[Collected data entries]
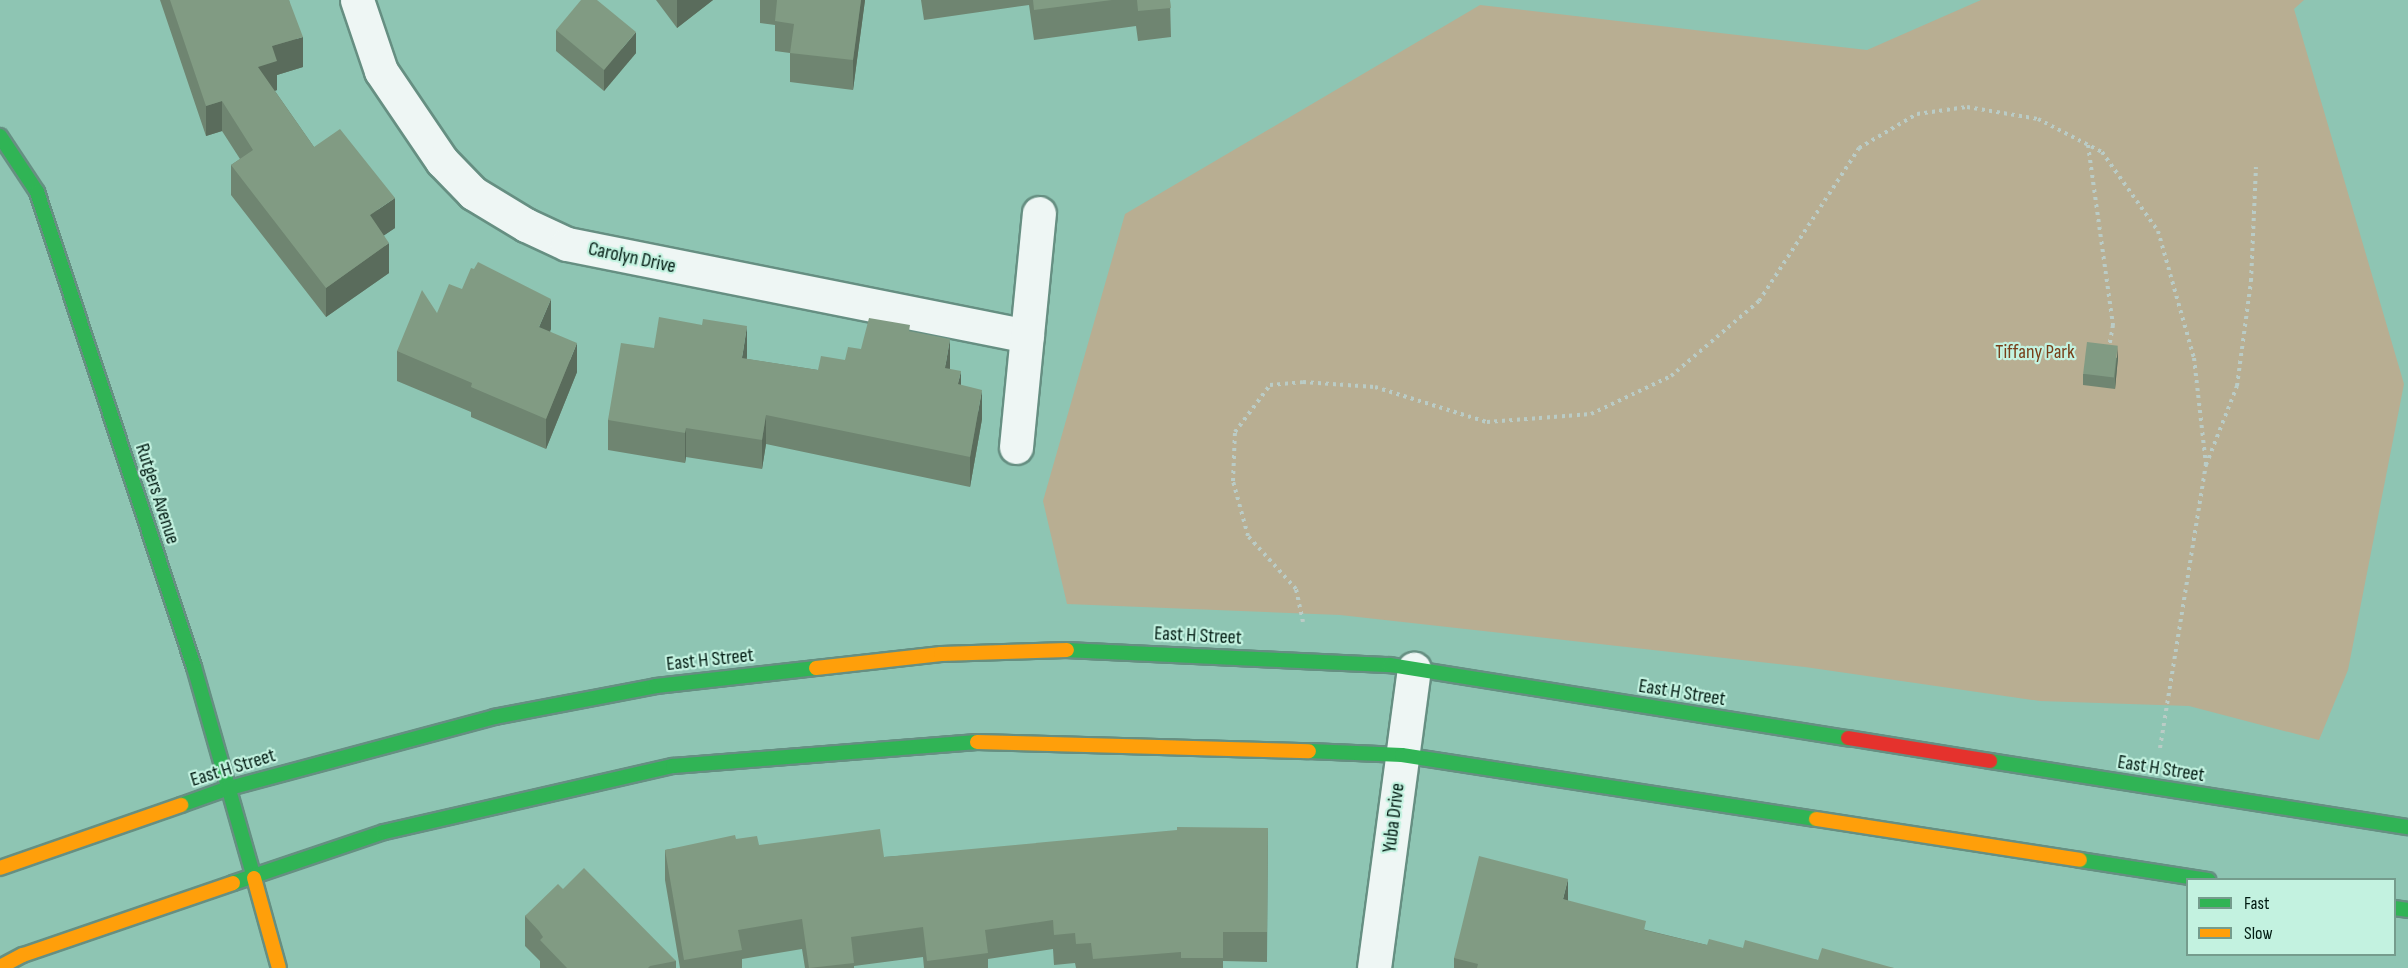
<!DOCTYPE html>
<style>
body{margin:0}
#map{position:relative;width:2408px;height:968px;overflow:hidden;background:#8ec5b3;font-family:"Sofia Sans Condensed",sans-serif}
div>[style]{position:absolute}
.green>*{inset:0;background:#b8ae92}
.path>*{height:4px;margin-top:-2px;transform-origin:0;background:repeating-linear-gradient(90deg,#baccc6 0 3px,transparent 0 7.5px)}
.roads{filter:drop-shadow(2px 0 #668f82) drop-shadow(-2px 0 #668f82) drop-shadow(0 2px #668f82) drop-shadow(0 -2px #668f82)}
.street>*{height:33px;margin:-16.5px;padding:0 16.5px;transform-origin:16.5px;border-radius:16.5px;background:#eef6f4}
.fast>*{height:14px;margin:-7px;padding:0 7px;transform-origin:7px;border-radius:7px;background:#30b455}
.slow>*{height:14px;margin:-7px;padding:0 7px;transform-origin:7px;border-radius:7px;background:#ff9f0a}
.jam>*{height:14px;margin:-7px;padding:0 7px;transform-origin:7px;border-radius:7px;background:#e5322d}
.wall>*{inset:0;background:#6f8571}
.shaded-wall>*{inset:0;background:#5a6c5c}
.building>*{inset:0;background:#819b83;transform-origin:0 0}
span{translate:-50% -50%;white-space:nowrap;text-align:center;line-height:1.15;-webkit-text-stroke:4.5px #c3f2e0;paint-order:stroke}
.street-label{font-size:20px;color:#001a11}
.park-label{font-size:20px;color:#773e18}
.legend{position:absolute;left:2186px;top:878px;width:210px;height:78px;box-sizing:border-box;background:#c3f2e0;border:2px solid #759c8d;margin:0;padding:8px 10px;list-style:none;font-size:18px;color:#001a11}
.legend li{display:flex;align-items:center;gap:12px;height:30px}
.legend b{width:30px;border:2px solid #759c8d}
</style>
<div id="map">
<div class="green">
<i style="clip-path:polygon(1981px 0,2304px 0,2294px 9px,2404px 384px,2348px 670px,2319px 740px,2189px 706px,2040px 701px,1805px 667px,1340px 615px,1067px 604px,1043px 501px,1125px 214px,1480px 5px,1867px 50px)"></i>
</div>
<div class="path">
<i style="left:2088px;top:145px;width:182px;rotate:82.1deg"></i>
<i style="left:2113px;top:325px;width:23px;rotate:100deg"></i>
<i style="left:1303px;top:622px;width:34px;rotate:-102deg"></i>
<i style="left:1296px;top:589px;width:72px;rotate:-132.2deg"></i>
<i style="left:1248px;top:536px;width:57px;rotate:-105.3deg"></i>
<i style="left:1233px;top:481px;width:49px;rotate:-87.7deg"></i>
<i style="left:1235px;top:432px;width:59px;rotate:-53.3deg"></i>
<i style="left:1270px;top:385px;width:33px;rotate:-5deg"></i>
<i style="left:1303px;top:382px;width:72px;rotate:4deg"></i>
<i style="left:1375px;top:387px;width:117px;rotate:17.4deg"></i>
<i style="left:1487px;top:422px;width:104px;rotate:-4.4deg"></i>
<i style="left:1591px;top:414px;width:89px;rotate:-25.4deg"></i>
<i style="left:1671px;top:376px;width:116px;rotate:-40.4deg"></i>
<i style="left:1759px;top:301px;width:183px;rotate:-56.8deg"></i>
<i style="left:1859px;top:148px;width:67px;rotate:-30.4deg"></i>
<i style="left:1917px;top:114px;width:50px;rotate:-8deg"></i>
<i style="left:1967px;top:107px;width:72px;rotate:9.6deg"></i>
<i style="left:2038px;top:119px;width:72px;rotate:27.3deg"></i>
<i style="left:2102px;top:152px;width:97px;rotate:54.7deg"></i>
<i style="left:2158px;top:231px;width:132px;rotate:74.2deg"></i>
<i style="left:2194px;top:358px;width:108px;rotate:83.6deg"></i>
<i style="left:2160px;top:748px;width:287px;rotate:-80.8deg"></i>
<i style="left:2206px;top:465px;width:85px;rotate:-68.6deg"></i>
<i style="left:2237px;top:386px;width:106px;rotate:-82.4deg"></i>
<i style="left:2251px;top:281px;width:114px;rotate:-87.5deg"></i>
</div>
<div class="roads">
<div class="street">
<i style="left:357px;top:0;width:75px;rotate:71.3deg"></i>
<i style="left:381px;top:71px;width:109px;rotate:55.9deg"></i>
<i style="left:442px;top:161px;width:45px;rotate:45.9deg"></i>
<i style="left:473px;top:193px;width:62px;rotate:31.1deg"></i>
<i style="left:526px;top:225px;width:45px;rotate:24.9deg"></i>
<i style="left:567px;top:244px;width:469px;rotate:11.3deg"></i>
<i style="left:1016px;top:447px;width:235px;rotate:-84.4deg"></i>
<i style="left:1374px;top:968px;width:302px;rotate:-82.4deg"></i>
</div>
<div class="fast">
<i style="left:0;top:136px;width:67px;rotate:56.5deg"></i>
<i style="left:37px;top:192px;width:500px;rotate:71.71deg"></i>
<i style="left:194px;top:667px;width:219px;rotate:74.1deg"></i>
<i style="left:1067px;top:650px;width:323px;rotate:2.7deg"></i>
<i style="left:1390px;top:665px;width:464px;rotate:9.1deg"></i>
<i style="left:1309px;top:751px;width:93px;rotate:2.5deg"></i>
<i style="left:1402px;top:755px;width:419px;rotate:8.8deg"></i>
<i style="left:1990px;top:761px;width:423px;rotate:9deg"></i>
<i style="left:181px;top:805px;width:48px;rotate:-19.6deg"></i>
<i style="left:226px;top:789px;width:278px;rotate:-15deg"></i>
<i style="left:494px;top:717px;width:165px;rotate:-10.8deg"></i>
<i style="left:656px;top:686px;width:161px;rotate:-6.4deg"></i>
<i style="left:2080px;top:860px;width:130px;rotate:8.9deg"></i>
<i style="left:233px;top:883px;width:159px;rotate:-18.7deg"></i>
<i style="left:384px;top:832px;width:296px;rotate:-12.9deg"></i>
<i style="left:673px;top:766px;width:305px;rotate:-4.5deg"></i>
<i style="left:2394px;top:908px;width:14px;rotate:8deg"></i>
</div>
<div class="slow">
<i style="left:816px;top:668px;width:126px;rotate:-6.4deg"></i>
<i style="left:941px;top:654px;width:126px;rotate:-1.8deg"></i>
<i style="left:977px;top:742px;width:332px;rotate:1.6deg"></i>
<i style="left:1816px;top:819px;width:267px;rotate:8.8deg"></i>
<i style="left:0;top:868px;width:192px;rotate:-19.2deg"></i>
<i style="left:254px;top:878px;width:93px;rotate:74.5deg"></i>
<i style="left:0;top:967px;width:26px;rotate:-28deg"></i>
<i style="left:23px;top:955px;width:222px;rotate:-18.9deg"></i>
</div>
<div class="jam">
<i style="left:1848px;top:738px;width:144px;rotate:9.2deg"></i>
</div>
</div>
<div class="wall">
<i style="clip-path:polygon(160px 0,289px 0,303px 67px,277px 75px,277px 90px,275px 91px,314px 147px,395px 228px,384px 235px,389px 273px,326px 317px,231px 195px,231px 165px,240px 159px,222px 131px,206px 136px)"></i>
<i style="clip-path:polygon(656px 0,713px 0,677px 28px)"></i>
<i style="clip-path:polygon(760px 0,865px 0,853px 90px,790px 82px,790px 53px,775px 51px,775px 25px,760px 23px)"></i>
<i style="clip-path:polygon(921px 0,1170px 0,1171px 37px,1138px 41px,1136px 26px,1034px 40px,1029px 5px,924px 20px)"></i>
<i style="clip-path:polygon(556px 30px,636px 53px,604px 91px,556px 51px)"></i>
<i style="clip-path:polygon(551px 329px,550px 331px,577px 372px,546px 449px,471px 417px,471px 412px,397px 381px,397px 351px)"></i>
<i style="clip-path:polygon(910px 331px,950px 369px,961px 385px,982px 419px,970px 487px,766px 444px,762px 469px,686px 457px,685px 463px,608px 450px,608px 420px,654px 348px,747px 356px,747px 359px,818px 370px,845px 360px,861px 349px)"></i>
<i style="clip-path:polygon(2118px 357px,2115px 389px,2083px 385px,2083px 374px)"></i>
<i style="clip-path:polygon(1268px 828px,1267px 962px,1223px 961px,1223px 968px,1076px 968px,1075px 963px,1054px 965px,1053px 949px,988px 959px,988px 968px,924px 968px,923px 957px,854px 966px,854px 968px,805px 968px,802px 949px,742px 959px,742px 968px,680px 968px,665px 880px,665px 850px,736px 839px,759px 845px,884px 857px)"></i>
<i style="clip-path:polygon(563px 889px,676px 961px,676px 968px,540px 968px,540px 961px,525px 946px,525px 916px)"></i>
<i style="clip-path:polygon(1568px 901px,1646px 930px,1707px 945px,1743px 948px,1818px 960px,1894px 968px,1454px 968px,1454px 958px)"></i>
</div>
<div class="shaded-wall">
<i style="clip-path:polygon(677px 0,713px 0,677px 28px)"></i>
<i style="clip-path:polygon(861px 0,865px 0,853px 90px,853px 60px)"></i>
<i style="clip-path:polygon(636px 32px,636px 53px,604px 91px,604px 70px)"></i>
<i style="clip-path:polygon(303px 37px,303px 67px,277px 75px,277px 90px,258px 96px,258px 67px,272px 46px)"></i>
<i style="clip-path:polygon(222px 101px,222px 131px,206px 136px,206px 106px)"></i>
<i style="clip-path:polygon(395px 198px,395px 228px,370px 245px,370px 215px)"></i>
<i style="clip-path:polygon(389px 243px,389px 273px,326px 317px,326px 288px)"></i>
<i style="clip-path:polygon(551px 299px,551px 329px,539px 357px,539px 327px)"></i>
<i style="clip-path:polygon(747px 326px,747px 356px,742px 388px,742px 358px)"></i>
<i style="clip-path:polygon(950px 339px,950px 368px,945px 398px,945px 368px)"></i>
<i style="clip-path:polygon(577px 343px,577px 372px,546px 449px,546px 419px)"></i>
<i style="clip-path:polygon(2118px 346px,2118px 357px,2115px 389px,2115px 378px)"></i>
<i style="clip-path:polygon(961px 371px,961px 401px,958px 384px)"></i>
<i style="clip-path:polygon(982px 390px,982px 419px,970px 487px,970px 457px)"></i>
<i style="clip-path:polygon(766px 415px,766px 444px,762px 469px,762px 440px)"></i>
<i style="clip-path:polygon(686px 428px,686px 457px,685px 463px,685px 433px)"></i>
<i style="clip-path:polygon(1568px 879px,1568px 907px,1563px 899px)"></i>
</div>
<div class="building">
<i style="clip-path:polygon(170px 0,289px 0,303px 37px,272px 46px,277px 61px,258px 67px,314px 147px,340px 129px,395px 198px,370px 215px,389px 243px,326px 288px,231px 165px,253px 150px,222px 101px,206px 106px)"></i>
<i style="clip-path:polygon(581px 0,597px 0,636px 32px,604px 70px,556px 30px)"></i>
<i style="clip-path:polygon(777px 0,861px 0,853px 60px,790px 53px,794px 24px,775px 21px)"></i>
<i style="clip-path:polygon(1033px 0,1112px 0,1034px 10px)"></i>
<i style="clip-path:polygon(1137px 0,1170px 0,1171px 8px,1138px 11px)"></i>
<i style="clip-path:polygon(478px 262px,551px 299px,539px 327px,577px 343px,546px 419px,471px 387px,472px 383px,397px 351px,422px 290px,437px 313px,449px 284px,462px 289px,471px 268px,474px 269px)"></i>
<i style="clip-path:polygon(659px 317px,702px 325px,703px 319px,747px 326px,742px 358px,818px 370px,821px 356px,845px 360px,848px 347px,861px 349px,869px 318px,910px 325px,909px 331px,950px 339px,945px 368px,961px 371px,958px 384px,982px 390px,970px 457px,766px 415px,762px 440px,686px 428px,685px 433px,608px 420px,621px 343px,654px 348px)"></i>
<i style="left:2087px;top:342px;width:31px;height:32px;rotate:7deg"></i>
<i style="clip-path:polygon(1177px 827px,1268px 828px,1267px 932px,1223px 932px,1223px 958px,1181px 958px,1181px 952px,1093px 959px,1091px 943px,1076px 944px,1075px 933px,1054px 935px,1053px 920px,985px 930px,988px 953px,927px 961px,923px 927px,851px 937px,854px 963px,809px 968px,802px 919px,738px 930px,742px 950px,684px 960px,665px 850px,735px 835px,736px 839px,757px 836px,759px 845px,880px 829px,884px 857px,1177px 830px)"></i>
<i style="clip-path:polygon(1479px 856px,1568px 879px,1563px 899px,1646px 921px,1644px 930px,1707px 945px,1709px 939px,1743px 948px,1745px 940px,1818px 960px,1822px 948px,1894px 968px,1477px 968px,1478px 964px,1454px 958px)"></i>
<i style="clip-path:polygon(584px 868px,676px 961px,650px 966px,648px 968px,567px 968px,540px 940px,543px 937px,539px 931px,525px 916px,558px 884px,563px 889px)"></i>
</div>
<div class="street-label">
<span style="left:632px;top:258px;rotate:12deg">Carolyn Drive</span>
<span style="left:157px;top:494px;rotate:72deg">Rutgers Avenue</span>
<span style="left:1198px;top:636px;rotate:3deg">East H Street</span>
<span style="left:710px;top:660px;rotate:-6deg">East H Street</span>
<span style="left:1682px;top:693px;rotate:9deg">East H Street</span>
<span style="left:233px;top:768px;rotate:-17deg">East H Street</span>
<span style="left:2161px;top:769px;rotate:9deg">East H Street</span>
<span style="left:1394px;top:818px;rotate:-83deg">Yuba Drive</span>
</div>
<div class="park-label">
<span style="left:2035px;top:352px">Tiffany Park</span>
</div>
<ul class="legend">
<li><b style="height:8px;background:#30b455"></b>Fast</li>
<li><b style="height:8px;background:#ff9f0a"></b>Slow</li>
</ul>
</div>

> _What is expected_:
For this exercise, copy every line of the data that holds "shaded".

> _The answer_:
.shaded-wall>*{inset:0;background:#5a6c5c}
<div class="shaded-wall">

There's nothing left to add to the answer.